(Beginning of MATERIALS PROVIDED)

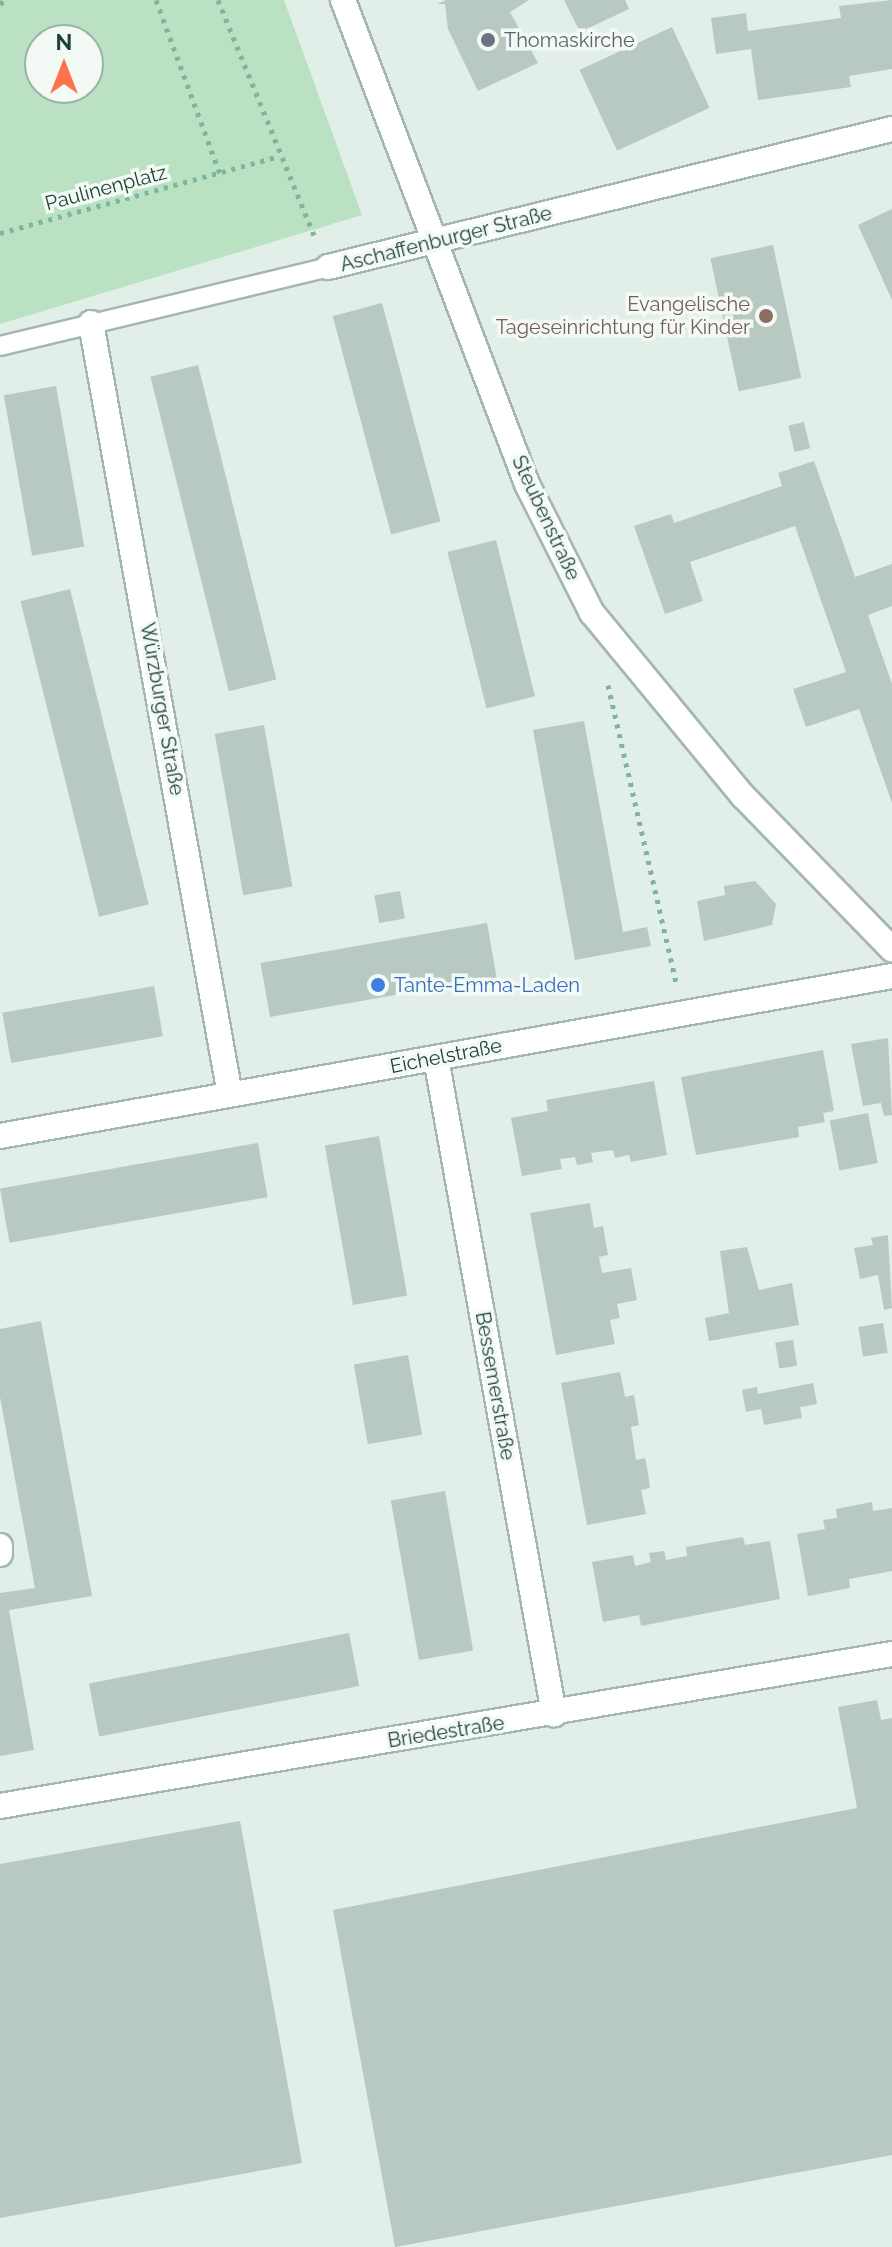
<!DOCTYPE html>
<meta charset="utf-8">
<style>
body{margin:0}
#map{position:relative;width:892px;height:2247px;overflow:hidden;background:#e2eee8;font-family:Raleway,sans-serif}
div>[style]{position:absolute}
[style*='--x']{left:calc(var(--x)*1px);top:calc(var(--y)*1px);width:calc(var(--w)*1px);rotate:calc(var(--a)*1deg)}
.green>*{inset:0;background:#b9e1c2}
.building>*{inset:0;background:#b7c9c1;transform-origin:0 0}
.path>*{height:5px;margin-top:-2.5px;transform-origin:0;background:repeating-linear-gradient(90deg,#7fb4a1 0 4px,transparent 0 10px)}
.roads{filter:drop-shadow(2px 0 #a4b7af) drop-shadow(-2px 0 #a4b7af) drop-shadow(0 2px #a4b7af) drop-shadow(0 -2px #a4b7af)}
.service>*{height:18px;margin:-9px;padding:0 9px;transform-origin:9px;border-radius:9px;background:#fff}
.minor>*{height:24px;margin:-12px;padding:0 12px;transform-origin:12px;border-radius:12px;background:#fff}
.dots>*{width:22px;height:22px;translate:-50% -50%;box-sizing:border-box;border:4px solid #f3faf6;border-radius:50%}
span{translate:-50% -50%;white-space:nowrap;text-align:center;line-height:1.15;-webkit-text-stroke:7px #f3faf6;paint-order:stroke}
.worship-label{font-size:20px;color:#5b616d}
.left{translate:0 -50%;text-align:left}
.street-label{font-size:20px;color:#204136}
.education-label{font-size:20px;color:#785e54}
.right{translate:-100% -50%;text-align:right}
.shop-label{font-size:20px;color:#366cbe}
.north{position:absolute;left:24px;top:24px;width:80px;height:80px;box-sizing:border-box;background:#f3faf6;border:2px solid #9fb0a9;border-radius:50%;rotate:0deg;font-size:22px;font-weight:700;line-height:32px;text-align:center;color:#204136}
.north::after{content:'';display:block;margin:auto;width:28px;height:36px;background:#ff724f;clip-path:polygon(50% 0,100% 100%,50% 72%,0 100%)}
</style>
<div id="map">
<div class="green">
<div style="clip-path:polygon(evenodd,0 0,284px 0,362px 215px,0 324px,0 0,40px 40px,88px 40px,88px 88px,40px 88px,40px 40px)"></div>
</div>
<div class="building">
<div style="clip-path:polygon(446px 0,529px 0,510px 12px,538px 63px,478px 91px,448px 29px,445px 4px,437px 4px)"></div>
<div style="clip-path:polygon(564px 0,625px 0,629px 9px,580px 32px)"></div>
<div style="clip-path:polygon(892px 0,892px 69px,849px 76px,851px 87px,758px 100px,751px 49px,716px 54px,711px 18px,746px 13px,748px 31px,841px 18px,839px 6px)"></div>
<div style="left:672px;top:27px;width:89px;height:102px;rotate:65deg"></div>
<div style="clip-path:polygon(892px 209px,892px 300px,858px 225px)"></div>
<div style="left:773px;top:245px;width:136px;height:64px;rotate:78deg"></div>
<div style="left:382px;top:303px;width:226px;height:51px;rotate:75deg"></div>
<div style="left:198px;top:365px;width:324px;height:49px;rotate:76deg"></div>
<div style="left:56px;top:386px;width:163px;height:53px;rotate:80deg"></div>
<div style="left:804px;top:422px;width:27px;height:16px;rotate:77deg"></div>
<div style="clip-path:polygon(814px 461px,855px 577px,892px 564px,892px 606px,868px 615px,892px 684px,892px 803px,859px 709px,806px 727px,793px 689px,846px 672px,795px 526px,690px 562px,703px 601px,665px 614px,634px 526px,671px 514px,674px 523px,782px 486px,778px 473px)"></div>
<div style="left:496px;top:540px;width:161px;height:50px;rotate:76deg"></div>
<div style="left:70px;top:589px;width:325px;height:51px;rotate:76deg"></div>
<div style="clip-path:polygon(584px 721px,623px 932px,647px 927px,651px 946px,575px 960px,533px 730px)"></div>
<div style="left:264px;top:725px;width:164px;height:50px;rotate:80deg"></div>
<div style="clip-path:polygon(755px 881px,776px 904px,772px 925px,704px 941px,697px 901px,725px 895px,724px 886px)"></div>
<div style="left:400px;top:891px;width:28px;height:26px;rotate:80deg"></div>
<div style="left:487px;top:923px;width:55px;height:230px;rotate:80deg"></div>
<div style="left:154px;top:986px;width:51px;height:154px;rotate:80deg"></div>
<div style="clip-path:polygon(888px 1038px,892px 1115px,884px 1116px,881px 1103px,863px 1106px,851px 1044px)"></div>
<div style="clip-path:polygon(823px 1050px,834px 1111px,823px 1113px,825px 1122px,798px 1127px,799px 1137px,696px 1155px,681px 1077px)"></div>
<div style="clip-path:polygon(654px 1081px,667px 1155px,631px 1162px,629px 1155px,615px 1158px,613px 1150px,591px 1153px,593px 1162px,577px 1165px,575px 1157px,560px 1159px,562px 1169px,522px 1176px,511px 1118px,548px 1111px,546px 1100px)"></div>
<div style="left:868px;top:1113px;width:51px;height:39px;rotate:79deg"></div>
<div style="left:379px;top:1136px;width:162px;height:55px;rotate:80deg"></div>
<div style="left:258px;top:1143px;width:55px;height:262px;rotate:80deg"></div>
<div style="clip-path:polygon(590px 1203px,594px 1228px,603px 1226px,608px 1255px,599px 1257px,602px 1273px,631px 1268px,637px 1300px,617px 1304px,620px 1318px,610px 1320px,615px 1344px,556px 1355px,530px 1213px)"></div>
<div style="clip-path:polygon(888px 1235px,892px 1308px,884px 1310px,878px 1275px,860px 1279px,854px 1248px,873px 1245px,871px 1238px)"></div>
<div style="clip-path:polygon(747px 1247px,759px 1290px,792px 1283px,799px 1325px,709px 1341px,705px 1318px,729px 1313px,720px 1251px)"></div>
<div style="clip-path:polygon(41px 1321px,92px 1596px,9px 1610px,34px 1750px,0 1756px,0 1593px,35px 1588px,0 1397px,0 1329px)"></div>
<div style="left:883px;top:1323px;width:30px;height:25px;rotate:81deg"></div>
<div style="left:793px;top:1340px;width:26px;height:18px;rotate:81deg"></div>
<div style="left:408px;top:1355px;width:81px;height:55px;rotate:80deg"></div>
<div style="clip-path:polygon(620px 1372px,625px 1397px,634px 1395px,639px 1425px,631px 1427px,636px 1460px,645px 1458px,648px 1473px,650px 1488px,641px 1490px,646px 1514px,587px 1525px,561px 1383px)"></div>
<div style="clip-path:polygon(813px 1383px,817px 1404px,800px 1407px,802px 1418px,764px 1425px,761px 1409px,746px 1412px,742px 1390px,757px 1387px,758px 1394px)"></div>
<div style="left:445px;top:1491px;width:162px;height:55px;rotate:80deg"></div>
<div style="clip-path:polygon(872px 1502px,873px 1511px,892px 1508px,892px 1571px,849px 1579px,850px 1588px,808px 1596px,797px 1534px,825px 1529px,823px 1520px,837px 1518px,836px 1509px)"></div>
<div style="clip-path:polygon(743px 1537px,745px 1545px,770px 1541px,780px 1599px,641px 1626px,639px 1615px,603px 1622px,592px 1562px,633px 1555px,635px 1566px,651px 1562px,649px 1553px,664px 1551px,666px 1560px,687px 1556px,686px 1547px)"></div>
<div style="left:349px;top:1633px;width:54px;height:265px;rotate:79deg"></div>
<div style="clip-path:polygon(877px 1700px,881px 1720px,892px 1718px,892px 2155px,395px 2247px,333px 1910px,857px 1808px,838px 1707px)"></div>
<div style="clip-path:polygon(240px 1821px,302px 2163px,0 2218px,0 1864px)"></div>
</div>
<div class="path">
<div style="--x:156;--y:0;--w:185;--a:69.8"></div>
<div style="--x:218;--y:0;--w:259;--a:67.8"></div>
<div style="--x:0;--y:4;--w:6;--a:-39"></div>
<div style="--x:0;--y:233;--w:289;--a:-15.4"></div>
<div style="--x:608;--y:685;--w:306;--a:77.1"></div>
</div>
<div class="roads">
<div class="service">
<div style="--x:0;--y:346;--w:337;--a:-13.5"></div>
</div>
<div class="minor">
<div style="--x:343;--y:0;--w:518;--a:69.18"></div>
<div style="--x:527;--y:484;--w:144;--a:63.3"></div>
<div style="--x:592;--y:613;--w:237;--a:50.5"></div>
<div style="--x:743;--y:796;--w:214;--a:45.8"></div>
<div style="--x:328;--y:267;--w:581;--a:-13.75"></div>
<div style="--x:91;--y:323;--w:784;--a:79.79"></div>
<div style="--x:436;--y:1058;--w:667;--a:79.8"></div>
<div style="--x:0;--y:1136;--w:906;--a:-10.17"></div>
<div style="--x:0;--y:1546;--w:8;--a:90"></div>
<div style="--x:0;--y:1806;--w:905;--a:-9.67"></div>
</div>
</div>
<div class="dots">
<div style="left:488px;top:40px;background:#6b7280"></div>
<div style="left:766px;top:316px;background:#8d6e63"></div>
<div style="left:378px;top:985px;background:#3f7fe0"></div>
</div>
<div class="worship-label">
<span class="left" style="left:504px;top:40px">Thomaskirche</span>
</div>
<div class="street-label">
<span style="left:106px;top:188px;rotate:-15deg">Paulinenplatz</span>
<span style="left:446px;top:239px;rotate:-14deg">Aschaffenburger Straße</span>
<span style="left:546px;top:518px;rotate:65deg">Steubenstraße</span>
<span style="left:162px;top:709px;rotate:80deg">Würzburger Straße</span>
<span style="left:446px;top:1056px;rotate:-11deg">Eichelstraße</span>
<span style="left:495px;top:1386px;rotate:80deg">Bessemerstraße</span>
<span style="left:446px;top:1732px;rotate:-9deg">Briedestraße</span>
</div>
<div class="education-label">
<span class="right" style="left:750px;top:316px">Evangelische<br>Tageseinrichtung für Kinder</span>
</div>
<div class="shop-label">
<span class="left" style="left:394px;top:985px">Tante-Emma-Laden</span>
</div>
<div class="north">N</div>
</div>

(End of MATERIALS PROVIDED)

-- TASK OBJECTIVE --
Restate word for word the lines running from the first line of the material to the line containing "0 #a4b7af) drop-shadow(-2px", inclusive, and drop every picture.

-- PROBLEM SOLUTION --
<!DOCTYPE html>
<meta charset="utf-8">
<style>
body{margin:0}
#map{position:relative;width:892px;height:2247px;overflow:hidden;background:#e2eee8;font-family:Raleway,sans-serif}
div>[style]{position:absolute}
[style*='--x']{left:calc(var(--x)*1px);top:calc(var(--y)*1px);width:calc(var(--w)*1px);rotate:calc(var(--a)*1deg)}
.green>*{inset:0;background:#b9e1c2}
.building>*{inset:0;background:#b7c9c1;transform-origin:0 0}
.path>*{height:5px;margin-top:-2.5px;transform-origin:0;background:repeating-linear-gradient(90deg,#7fb4a1 0 4px,transparent 0 10px)}
.roads{filter:drop-shadow(2px 0 #a4b7af) drop-shadow(-2px 0 #a4b7af) drop-shadow(0 2px #a4b7af) drop-shadow(0 -2px #a4b7af)}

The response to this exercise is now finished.